Troubleshooting

New to Ralph Workflow? Start with the Getting Started walkthrough — it explains the same flow with more context.

Use this page when a run does not behave the way you expect. It is organized around symptoms, likely causes, and the next command or file to check.

I just installed Ralph Workflow and don’t know what to do

See the Getting Started walkthrough — it takes you from install to your first pipeline run step by step, without assuming any prior knowledge.

PROMPT.md still has the starter sentinel

Symptom: Running ralph fails immediately with an error about the starter template.
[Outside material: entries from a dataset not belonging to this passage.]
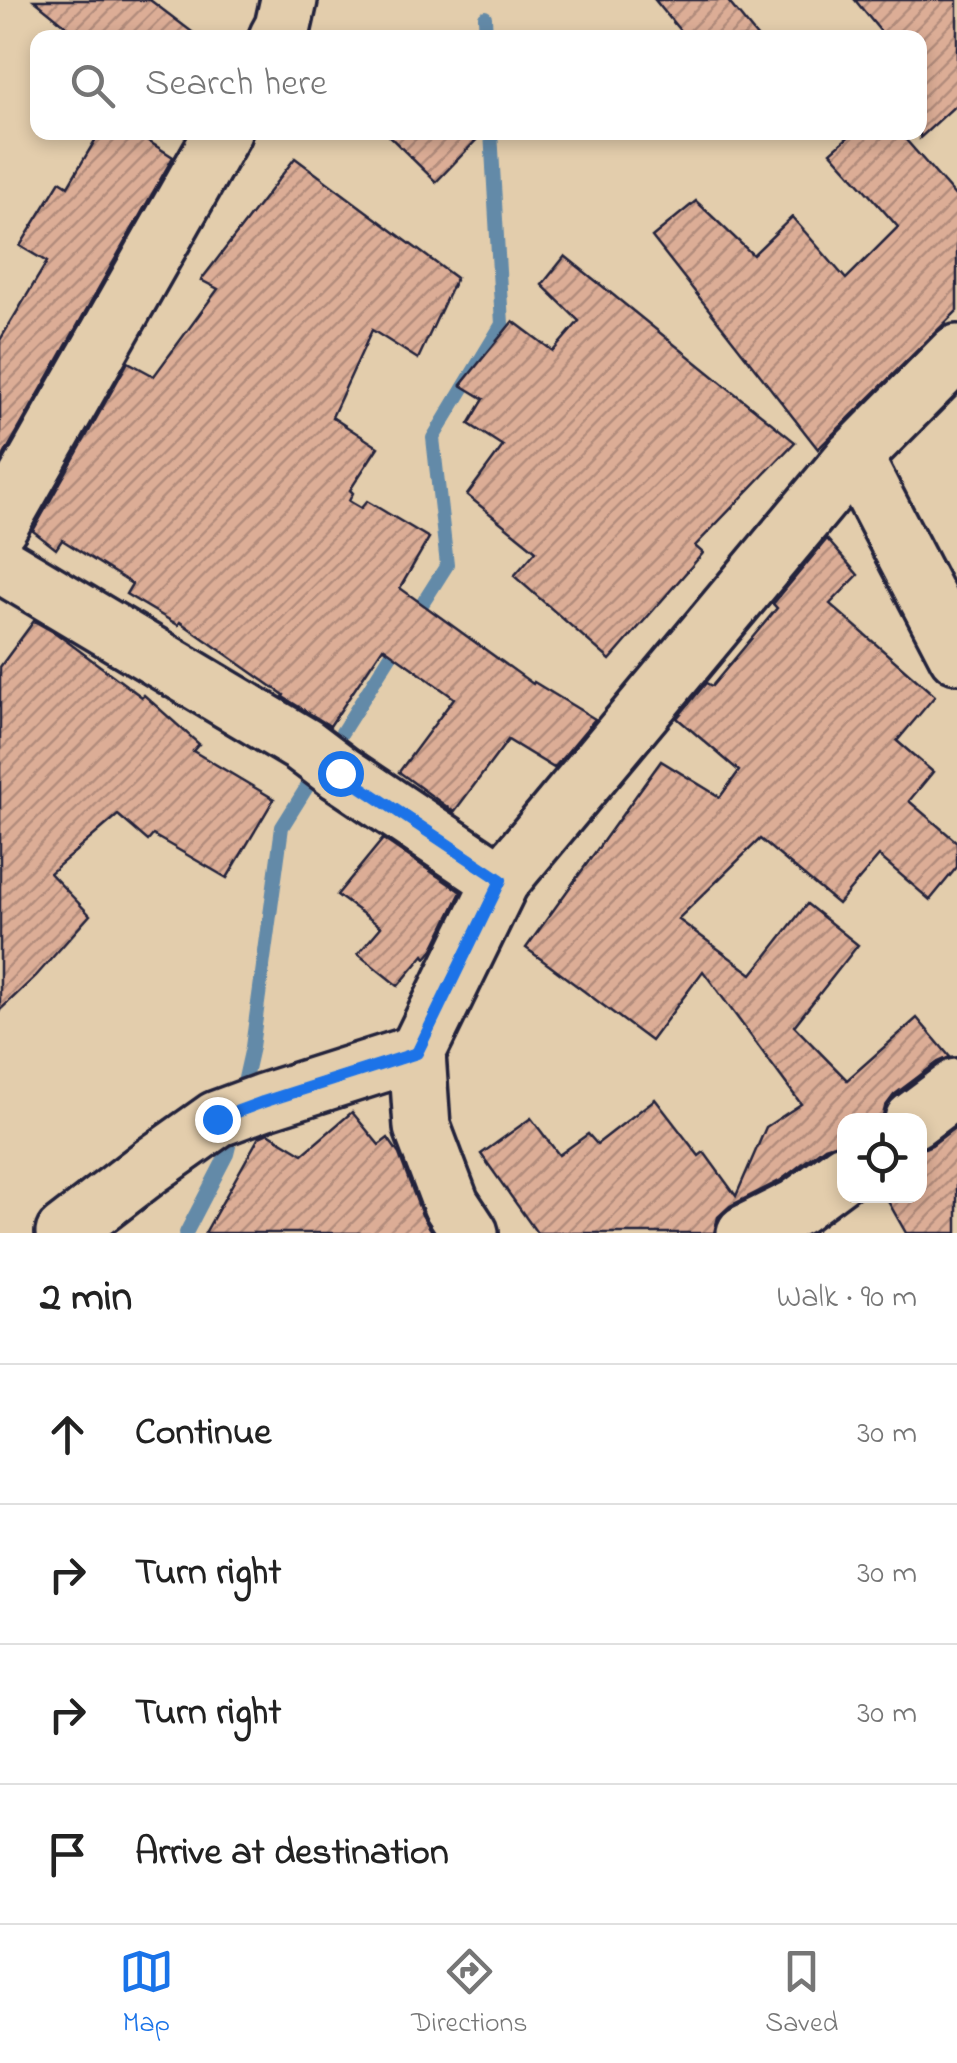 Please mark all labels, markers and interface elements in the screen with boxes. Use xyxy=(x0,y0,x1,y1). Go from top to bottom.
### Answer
search box xyxy=(30,30,927,140)
text: Search here xyxy=(145,57,327,113)
icon: search xyxy=(65,58,120,113)
route start xyxy=(318,751,364,797)
route end xyxy=(195,1097,241,1143)
map controls xyxy=(837,1113,927,1203)
button: locate xyxy=(837,1113,927,1203)
text: 2 min xyxy=(40,1268,132,1329)
text: Walk · 90 m xyxy=(776,1275,917,1322)
text: Continue xyxy=(135,1406,271,1462)
icon: ahead xyxy=(40,1407,95,1462)
text: 30 m xyxy=(857,1411,917,1458)
text: Turn right xyxy=(135,1546,281,1602)
icon: right xyxy=(40,1547,95,1602)
text: 30 m xyxy=(857,1551,917,1598)
text: Turn right xyxy=(135,1686,281,1742)
icon: right xyxy=(40,1687,95,1742)
text: 30 m xyxy=(857,1691,917,1738)
text: Arrive at destination xyxy=(135,1826,449,1882)
icon: arrive xyxy=(40,1827,95,1882)
tab: Map xyxy=(119,1944,174,2045)
tab: Directions xyxy=(411,1944,528,2045)
tab: Saved xyxy=(765,1944,838,2045) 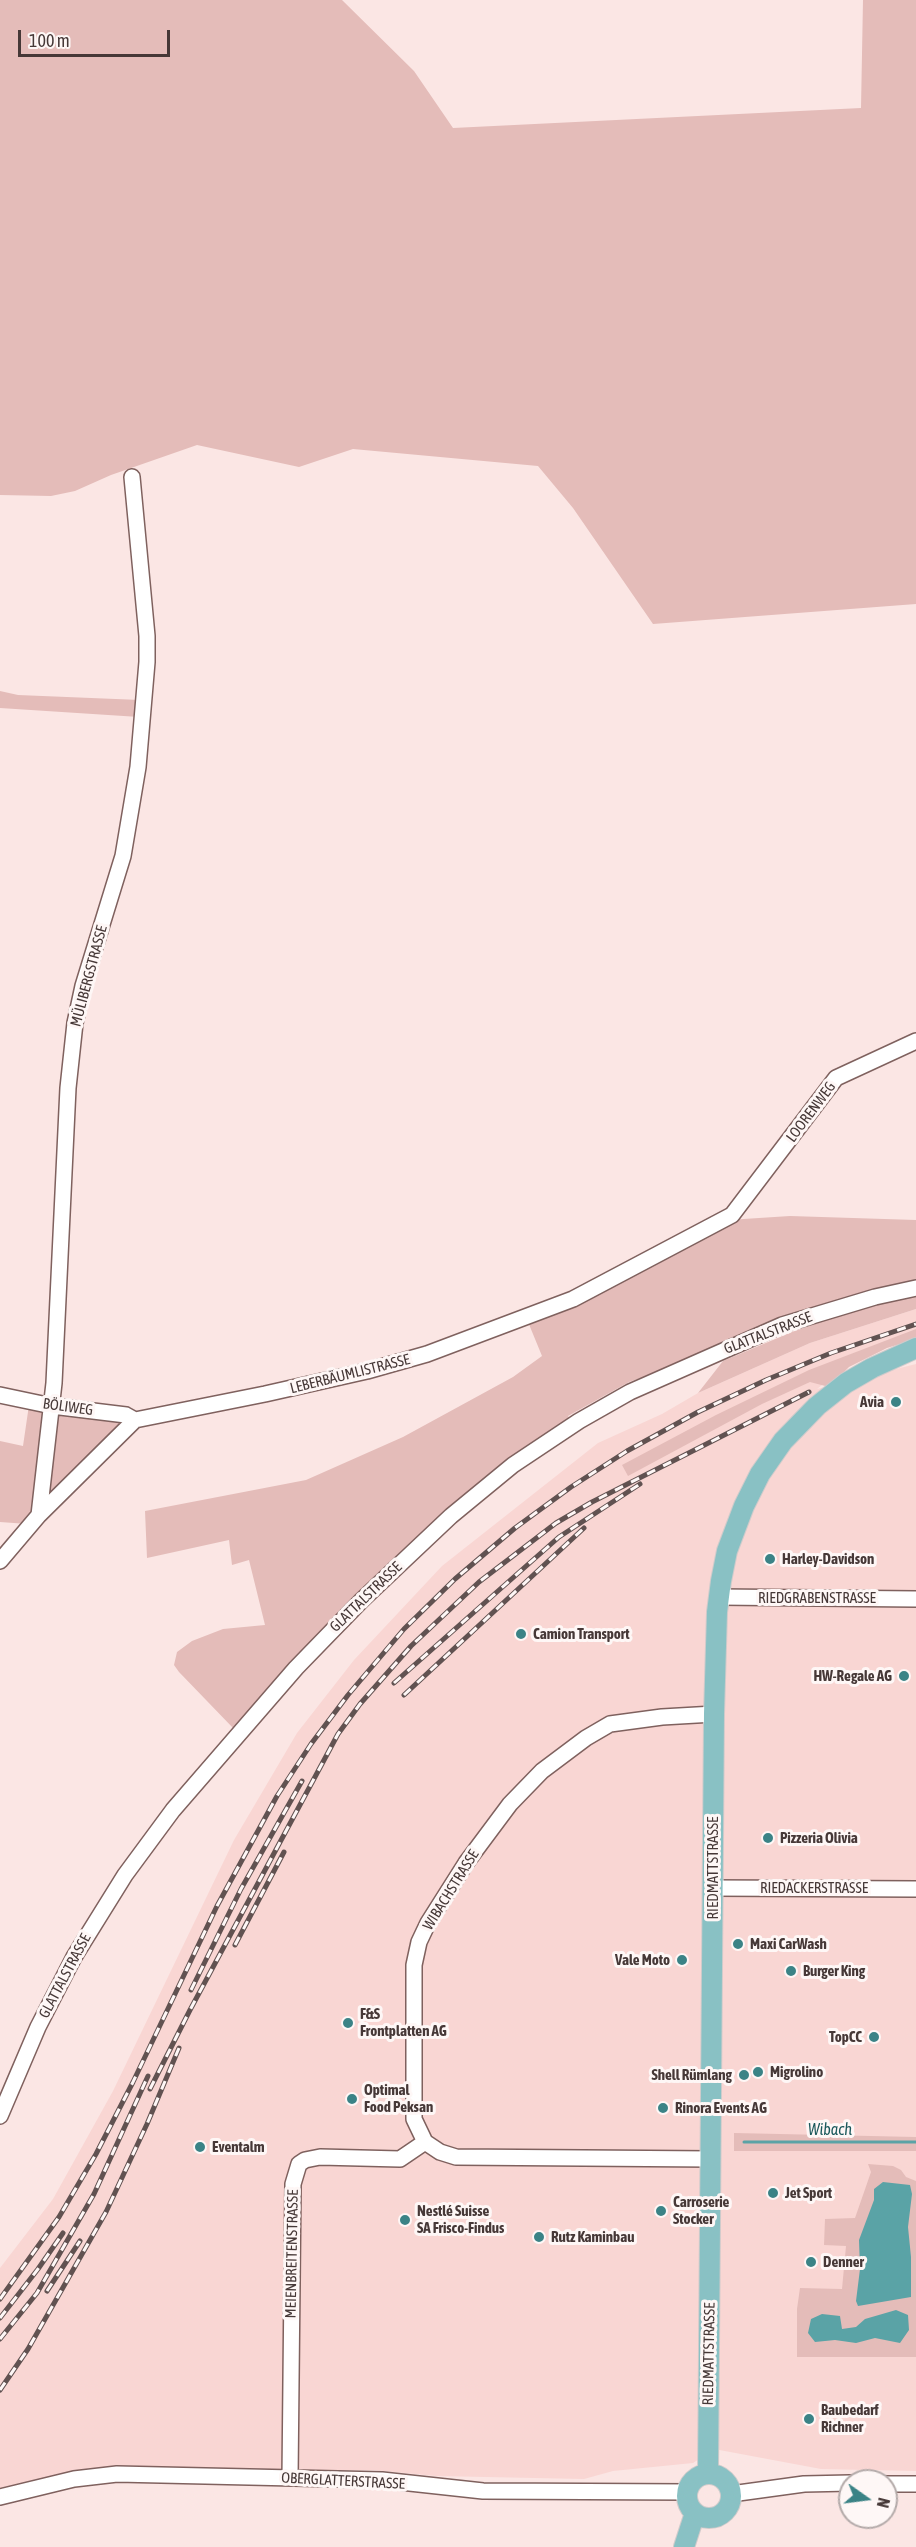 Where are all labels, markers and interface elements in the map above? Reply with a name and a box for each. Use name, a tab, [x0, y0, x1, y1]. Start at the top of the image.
scale bar	[21, 18, 172, 56]
text: 100 m	[29, 30, 70, 51]
street label: MÜLIBERGSTRASSE	[67, 923, 111, 1029]
street label: LOORENWEG	[782, 1078, 840, 1146]
street label: GLATTALSTRASSE	[721, 1308, 815, 1358]
street label: LEBERBÄUMLISTRASSE	[288, 1350, 412, 1398]
place label: Avia	[860, 1393, 884, 1411]
street label: BÖLIWEG	[42, 1395, 94, 1419]
marker: Avia	[889, 1395, 903, 1409]
place label: Harley-Davidson	[782, 1550, 874, 1568]
marker: Harley-Davidson	[763, 1552, 777, 1566]
street label: GLATTALSTRASSE	[326, 1558, 406, 1636]
street label: RIEDGRABENSTRASSE	[758, 1589, 876, 1607]
place label: Camion Transport	[533, 1625, 629, 1643]
marker: Camion Transport	[514, 1627, 528, 1641]
place label: HW-Regale AG	[813, 1667, 892, 1685]
marker: HW-Regale AG	[897, 1669, 911, 1683]
street label: RIEDMATTSTRASSE	[704, 1817, 722, 1919]
place label: Pizzeria Olivia	[780, 1829, 858, 1847]
marker: Pizzeria Olivia	[761, 1831, 775, 1845]
street label: WIBACHSTRASSE	[419, 1846, 483, 1934]
street label: RIEDACKERSTRASSE	[760, 1879, 868, 1897]
street label: GLATTALSTRASSE	[35, 1931, 95, 2021]
place label: Maxi CarWash	[750, 1935, 827, 1953]
marker: Maxi CarWash	[731, 1937, 745, 1951]
place label: Vale Moto	[615, 1951, 670, 1969]
marker: Vale Moto	[675, 1953, 689, 1967]
place label: Burger King	[803, 1962, 865, 1980]
marker: Burger King	[784, 1964, 798, 1978]
place label: F&S Frontplatten AG	[360, 2005, 447, 2040]
marker: F&S Frontplatten AG	[341, 2016, 355, 2030]
place label: TopCC	[829, 2028, 862, 2046]
marker: TopCC	[867, 2030, 881, 2044]
place label: Migrolino	[770, 2063, 823, 2081]
marker: Migrolino	[751, 2065, 765, 2079]
place label: Shell Rümlang	[651, 2066, 732, 2084]
marker: Shell Rümlang	[737, 2068, 751, 2082]
place label: Optimal Food Peksan	[364, 2081, 433, 2116]
marker: Optimal Food Peksan	[345, 2092, 359, 2106]
place label: Rinora Events AG	[675, 2099, 767, 2117]
marker: Rinora Events AG	[656, 2101, 670, 2115]
water label: Wibach	[808, 2120, 852, 2140]
place label: Eventalm	[212, 2138, 265, 2156]
marker: Eventalm	[193, 2140, 207, 2154]
place label: Jet Sport	[785, 2184, 832, 2202]
marker: Jet Sport	[766, 2186, 780, 2200]
street label: MEIENBREITENSTRASSE	[282, 2189, 302, 2319]
place label: Carroserie Stocker	[673, 2193, 729, 2228]
place label: Nestlé Suisse SA Frisco-Findus	[417, 2202, 504, 2237]
marker: Carroserie Stocker	[654, 2204, 668, 2218]
marker: Nestlé Suisse SA Frisco-Findus	[398, 2213, 412, 2227]
place label: Rutz Kaminbau	[551, 2228, 634, 2246]
marker: Rutz Kaminbau	[532, 2230, 546, 2244]
place label: Denner	[823, 2253, 864, 2271]
marker: Denner	[804, 2255, 818, 2269]
street label: RIEDMATTSTRASSE	[699, 2302, 719, 2406]
place label: Baubedarf Richner	[821, 2401, 879, 2436]
marker: Baubedarf Richner	[802, 2412, 816, 2426]
street label: OBERGLATTERSTRASSE	[281, 2469, 405, 2493]
north arrow	[838, 2469, 898, 2529]
text: N	[874, 2496, 893, 2510]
Cause: The PROMPT.md file still contains the <!-- ralph:starter-prompt ... --> sentinel that ralph --init places at the top. Ralph Workflow refuses to run while this sentinel is present so you cannot accidentally run the pipeline against the placeholder task.

Fix: Open PROMPT.md, replace the example content with your actual task description, and remove the sentinel comment at the top. Then re-run ralph.

See Concepts for what a good PROMPT.md should contain.

No agents on PATH

Symptom: ralph --diagnose shows agents as missing in the PATH column, or the pipeline fails when it tries to invoke an agent.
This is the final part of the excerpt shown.